Even as states slowly release their ballot counts, the uncertainty will continue. Recounts will certainly be done. Unrest will certainly boil up. Already in Detroit, mobs are trying to interrupt ballot counting. This is not protest, this is illegal.
Regardless of outcome, I have a heavy heart knowing more than 60 million people voted for Trump. Who looked at the past four years – even the past one year, one month – and said, “More, please.”
These are my fellow Americans, and yet they represent the part that can and should be better: the racist, misogynistic, violent, white supremacist, xenophobic part.
I don’t know what it means to feel the need to say “perhaps individuals aren’t these things, but they represent those things.” Because I can’t do the mental gymnastics it takes to balance the equation that voting to uphold all those things doesn’t make someone complicit in all those things.
Yesterday, I spent more than 16 hours at a polling place near my neighborhood, greeting people as they came to drop off their ballots, to cast their votes.

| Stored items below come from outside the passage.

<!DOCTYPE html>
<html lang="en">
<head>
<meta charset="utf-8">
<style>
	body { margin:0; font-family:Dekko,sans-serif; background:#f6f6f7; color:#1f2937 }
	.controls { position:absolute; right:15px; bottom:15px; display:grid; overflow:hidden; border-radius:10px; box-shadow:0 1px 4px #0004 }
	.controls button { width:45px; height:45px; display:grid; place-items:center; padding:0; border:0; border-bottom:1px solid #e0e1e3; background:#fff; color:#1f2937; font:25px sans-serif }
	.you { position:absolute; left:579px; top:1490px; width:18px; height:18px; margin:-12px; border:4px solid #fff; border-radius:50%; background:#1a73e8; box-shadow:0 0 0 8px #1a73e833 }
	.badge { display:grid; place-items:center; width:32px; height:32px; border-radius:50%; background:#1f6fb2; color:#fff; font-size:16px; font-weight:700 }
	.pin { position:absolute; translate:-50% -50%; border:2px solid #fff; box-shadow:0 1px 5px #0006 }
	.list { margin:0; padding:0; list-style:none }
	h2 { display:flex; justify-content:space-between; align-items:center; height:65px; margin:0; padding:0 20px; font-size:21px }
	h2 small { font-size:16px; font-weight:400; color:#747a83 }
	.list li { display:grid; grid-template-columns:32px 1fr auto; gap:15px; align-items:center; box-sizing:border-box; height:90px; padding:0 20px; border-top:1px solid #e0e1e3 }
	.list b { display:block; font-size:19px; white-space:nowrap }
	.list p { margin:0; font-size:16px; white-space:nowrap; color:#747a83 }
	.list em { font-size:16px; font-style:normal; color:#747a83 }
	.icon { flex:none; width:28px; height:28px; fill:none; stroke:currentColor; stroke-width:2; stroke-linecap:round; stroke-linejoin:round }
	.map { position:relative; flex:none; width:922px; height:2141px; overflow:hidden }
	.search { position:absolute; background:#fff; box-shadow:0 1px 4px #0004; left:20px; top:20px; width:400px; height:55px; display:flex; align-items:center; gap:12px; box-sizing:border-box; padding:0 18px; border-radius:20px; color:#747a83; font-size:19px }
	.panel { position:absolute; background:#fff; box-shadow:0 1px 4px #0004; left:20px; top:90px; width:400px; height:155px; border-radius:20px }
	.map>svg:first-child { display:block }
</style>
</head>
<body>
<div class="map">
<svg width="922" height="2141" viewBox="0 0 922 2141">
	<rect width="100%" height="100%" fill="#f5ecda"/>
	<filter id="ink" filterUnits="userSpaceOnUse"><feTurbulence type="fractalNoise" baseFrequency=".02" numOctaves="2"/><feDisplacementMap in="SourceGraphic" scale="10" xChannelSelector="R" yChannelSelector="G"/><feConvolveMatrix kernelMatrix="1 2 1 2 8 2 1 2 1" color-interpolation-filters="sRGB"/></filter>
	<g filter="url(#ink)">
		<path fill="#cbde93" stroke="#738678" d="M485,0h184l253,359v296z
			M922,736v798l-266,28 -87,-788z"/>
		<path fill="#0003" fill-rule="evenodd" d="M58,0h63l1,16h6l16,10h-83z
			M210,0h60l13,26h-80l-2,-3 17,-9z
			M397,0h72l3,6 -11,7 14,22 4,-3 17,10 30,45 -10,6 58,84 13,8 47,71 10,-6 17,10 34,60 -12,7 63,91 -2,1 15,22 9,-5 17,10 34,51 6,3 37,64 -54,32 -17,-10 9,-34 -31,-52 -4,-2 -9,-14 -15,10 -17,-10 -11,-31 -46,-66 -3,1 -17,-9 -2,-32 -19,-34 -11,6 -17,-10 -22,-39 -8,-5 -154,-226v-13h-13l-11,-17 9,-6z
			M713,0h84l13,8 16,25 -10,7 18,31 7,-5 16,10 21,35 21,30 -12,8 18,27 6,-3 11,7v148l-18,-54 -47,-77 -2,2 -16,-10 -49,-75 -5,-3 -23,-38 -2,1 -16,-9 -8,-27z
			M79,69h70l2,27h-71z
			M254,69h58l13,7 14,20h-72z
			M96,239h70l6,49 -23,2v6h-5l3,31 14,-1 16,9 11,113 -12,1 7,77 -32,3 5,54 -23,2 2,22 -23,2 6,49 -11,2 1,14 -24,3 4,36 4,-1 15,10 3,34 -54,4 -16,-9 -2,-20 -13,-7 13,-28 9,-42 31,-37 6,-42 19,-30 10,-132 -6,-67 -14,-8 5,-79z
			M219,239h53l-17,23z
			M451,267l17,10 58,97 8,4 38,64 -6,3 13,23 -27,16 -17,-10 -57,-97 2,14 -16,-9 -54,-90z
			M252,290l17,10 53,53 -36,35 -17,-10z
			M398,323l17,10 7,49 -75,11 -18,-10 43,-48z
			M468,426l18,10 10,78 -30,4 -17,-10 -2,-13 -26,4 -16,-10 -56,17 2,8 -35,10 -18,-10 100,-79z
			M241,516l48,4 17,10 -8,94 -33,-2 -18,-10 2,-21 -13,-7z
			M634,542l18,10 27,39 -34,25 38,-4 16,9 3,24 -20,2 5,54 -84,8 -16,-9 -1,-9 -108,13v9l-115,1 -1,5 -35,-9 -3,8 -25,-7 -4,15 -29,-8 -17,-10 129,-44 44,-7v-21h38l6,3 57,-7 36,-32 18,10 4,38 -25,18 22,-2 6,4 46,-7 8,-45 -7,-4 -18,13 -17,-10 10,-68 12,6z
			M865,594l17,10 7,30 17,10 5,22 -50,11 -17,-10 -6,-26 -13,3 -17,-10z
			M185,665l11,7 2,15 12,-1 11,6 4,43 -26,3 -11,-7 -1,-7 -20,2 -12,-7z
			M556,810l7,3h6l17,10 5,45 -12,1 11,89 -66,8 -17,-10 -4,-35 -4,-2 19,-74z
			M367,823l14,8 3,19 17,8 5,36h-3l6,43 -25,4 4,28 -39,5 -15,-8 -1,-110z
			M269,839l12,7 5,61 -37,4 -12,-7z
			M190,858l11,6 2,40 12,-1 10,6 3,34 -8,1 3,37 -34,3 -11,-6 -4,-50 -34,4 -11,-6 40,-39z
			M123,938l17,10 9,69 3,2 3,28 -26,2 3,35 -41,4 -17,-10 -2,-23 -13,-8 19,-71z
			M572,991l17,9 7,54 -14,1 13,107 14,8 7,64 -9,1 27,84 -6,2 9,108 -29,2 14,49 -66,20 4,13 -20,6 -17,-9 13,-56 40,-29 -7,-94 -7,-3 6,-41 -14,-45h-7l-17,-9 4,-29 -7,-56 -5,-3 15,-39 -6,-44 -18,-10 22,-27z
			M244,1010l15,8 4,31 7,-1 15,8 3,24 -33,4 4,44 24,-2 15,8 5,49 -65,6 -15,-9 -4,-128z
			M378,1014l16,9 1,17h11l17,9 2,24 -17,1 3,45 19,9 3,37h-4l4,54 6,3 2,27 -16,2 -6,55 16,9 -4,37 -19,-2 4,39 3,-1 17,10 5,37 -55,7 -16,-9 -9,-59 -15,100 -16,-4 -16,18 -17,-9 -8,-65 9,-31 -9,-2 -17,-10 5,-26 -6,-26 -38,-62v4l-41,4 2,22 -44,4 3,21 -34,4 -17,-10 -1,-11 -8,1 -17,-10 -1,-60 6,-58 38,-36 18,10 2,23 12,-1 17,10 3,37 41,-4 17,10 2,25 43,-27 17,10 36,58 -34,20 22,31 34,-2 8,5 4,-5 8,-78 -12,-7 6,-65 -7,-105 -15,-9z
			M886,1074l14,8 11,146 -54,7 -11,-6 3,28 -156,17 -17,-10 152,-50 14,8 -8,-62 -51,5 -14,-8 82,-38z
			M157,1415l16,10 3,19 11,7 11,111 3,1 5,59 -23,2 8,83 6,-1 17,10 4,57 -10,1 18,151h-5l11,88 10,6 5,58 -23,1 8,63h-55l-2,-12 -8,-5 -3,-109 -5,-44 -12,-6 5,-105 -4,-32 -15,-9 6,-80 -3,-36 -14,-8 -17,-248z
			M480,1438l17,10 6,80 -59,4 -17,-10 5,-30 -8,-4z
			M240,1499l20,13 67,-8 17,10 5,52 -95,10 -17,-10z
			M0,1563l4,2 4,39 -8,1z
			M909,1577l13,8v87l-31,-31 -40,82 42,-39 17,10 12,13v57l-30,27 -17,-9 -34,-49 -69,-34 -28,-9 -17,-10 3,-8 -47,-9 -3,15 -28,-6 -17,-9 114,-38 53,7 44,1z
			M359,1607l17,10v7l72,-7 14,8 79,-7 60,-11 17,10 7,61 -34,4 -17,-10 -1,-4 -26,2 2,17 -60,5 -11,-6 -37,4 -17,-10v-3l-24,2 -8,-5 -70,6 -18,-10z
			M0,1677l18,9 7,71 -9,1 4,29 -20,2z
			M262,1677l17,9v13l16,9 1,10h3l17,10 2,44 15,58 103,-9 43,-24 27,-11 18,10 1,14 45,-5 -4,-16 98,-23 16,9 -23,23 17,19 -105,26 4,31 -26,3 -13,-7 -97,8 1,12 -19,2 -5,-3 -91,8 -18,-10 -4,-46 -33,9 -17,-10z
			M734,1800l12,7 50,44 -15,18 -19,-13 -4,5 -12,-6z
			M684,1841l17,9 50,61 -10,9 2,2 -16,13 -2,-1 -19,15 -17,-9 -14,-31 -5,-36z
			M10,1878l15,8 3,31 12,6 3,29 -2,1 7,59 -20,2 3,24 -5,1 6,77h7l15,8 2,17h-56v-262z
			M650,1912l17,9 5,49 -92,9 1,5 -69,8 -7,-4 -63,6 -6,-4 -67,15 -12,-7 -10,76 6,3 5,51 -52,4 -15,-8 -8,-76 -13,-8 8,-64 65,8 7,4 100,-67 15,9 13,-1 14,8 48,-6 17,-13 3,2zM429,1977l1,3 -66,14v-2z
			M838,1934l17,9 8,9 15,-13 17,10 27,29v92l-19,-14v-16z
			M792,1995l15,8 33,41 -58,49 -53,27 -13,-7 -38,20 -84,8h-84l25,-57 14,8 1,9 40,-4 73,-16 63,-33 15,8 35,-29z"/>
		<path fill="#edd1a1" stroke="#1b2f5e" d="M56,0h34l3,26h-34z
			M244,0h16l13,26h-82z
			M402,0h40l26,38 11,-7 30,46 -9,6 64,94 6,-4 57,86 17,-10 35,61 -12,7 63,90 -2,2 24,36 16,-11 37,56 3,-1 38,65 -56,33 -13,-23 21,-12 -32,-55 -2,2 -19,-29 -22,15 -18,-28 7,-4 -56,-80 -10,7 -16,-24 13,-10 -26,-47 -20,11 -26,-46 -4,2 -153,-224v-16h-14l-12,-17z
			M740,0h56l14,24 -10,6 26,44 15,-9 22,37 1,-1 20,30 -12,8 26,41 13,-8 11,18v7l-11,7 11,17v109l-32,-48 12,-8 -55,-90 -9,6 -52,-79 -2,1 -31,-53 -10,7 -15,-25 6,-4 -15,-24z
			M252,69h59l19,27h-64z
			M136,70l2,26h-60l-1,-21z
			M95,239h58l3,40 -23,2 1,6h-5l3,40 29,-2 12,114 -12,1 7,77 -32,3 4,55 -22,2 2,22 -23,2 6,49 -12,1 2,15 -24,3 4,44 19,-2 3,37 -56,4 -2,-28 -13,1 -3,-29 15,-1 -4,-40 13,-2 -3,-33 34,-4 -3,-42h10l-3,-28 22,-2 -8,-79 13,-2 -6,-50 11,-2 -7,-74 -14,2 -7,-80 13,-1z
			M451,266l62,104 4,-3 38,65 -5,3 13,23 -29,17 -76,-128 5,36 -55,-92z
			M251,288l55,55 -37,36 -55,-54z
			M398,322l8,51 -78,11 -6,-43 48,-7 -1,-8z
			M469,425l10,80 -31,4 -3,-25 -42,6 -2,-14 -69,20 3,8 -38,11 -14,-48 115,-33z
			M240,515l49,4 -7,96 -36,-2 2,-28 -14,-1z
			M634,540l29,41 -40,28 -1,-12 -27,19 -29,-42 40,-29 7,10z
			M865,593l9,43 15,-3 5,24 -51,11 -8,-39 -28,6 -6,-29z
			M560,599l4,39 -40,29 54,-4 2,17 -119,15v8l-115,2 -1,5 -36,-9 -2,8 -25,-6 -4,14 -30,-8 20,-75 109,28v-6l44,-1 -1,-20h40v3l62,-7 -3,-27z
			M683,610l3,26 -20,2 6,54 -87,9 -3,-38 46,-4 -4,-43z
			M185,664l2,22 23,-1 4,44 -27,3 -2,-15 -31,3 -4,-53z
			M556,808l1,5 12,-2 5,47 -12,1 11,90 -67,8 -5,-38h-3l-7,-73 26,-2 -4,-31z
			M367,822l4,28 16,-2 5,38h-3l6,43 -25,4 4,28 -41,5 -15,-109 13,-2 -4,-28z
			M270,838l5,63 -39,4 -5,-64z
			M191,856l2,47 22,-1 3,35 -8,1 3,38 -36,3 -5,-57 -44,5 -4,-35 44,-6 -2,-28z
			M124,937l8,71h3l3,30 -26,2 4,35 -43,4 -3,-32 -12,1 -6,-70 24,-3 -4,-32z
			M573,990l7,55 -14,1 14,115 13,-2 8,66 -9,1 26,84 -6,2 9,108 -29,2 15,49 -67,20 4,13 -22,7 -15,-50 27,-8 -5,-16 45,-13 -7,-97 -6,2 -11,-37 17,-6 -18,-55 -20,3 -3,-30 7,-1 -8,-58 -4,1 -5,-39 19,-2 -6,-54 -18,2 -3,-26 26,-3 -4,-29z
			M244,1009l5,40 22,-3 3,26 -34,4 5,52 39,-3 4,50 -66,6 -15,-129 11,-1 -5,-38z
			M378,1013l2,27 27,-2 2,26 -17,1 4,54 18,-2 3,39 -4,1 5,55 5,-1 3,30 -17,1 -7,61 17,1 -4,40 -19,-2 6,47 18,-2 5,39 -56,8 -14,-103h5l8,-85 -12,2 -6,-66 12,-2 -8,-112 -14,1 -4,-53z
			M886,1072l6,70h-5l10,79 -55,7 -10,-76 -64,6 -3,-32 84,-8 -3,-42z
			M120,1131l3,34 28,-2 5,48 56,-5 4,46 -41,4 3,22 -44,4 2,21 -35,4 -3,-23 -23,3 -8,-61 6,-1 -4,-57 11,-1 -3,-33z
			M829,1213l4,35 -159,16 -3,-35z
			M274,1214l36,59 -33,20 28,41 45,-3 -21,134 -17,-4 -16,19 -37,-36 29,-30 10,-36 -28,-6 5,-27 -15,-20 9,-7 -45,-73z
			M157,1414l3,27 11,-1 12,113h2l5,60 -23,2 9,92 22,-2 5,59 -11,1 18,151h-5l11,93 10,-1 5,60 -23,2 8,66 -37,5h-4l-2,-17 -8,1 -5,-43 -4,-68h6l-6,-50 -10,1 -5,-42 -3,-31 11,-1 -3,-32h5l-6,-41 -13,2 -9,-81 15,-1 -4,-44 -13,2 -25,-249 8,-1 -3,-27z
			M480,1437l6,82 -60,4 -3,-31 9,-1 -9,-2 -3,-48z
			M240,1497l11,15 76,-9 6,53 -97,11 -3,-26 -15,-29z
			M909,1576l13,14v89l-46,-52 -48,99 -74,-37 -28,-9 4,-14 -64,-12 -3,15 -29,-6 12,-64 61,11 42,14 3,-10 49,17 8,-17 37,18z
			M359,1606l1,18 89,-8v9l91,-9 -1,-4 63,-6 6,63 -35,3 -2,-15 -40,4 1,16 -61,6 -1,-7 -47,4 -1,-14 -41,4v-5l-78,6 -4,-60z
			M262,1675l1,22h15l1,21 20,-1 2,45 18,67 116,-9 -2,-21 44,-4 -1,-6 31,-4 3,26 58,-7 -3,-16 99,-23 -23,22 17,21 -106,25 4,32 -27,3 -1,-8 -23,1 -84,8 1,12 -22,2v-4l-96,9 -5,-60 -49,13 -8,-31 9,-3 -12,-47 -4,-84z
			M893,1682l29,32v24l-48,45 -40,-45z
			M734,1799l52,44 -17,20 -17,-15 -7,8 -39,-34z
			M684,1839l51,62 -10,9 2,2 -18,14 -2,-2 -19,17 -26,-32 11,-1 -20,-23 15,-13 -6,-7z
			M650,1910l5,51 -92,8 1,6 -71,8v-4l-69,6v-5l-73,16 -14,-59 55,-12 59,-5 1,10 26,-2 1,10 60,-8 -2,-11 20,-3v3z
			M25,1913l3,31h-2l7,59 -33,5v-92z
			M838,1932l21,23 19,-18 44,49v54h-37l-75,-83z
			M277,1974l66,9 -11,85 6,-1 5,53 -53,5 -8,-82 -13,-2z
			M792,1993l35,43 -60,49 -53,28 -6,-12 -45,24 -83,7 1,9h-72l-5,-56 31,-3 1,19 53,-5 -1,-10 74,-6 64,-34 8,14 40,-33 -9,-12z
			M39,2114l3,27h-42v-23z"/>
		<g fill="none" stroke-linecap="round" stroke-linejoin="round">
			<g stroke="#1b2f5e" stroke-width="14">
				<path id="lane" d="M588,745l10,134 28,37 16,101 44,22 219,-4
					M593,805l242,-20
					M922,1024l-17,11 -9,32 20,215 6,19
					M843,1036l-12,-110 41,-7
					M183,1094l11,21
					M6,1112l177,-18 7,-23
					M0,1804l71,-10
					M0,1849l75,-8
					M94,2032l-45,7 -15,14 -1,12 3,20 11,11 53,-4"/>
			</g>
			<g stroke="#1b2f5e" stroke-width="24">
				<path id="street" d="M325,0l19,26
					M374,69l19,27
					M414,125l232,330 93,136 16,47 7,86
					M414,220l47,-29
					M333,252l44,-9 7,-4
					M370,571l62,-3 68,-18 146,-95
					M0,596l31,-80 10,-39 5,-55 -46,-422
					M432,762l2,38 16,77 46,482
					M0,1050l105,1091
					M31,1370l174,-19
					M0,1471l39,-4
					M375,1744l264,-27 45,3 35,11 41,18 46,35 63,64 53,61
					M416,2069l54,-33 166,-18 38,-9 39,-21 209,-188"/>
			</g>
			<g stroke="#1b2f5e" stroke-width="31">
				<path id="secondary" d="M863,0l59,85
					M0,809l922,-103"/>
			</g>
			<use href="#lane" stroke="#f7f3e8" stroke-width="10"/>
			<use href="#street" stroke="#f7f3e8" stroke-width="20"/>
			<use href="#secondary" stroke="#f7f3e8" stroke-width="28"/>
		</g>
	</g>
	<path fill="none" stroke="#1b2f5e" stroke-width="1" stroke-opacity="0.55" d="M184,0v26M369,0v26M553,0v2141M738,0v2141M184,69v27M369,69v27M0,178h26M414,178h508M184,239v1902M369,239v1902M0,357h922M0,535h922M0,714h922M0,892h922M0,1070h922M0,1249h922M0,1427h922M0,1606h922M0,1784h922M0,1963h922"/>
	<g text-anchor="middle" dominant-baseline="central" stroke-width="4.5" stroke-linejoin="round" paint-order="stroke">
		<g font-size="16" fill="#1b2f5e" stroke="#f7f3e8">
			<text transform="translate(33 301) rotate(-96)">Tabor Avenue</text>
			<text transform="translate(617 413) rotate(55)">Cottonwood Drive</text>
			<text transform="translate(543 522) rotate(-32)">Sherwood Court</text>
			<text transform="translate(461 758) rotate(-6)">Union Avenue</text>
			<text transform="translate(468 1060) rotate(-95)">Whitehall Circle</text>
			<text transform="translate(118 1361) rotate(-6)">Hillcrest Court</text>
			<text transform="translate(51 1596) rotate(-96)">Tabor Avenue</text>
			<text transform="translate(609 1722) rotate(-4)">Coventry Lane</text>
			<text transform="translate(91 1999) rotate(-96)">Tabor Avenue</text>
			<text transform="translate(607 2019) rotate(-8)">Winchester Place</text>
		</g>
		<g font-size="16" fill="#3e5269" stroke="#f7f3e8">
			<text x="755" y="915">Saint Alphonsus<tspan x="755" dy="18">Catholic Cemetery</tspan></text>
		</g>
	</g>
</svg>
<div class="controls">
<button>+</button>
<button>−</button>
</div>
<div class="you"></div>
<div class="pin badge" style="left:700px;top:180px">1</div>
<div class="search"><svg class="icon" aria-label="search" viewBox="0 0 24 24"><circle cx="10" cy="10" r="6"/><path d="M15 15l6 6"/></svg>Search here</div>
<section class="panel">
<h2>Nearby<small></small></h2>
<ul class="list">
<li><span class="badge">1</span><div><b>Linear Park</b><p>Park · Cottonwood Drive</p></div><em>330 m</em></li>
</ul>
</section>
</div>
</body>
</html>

Parents let their kids drop the envelope into the box and I handed out extra “I Voted” stickers to them. Dogs were posed in front of the outdoor signage. One of our district Supervisors took selfies as he turned in his ballot. A German man and a Japanese woman were also working with me, as was a young student. As I walked around the neighborhood during my short breaks, I saw Biden/Harris signs in windows and people walking their dogs. I know that some of the ballots I saw as we were cleaning up had Trump marked. I couldn’t tell you who walked by me cast that ballot – everyone was cheerful and wearing a mask.
But days prior, a caravan of trucks waving Trump flags drove through the only city in Marin County that isn’t heavily white. That isn’t a coincidence.
So no, I’m not celebrating, but nor am I pessimistic. I’m tired. But so are a lot of people.
I will be meditating on my hope that the long game is one of remembering what it’s like to connect with our neighbors, to trust experts, to unite around a common crisis like climate, to take care of one another even if it means sacrificing a little bit. We don’t have a lot of time for some of this, but they aren’t issues that will change overnight, with one white man after another in charge.
Take care of yourselves, my friends. Here’s a cute dog photo to help.

Thanks Erin. Well said. I carry hope in my heart for a better future.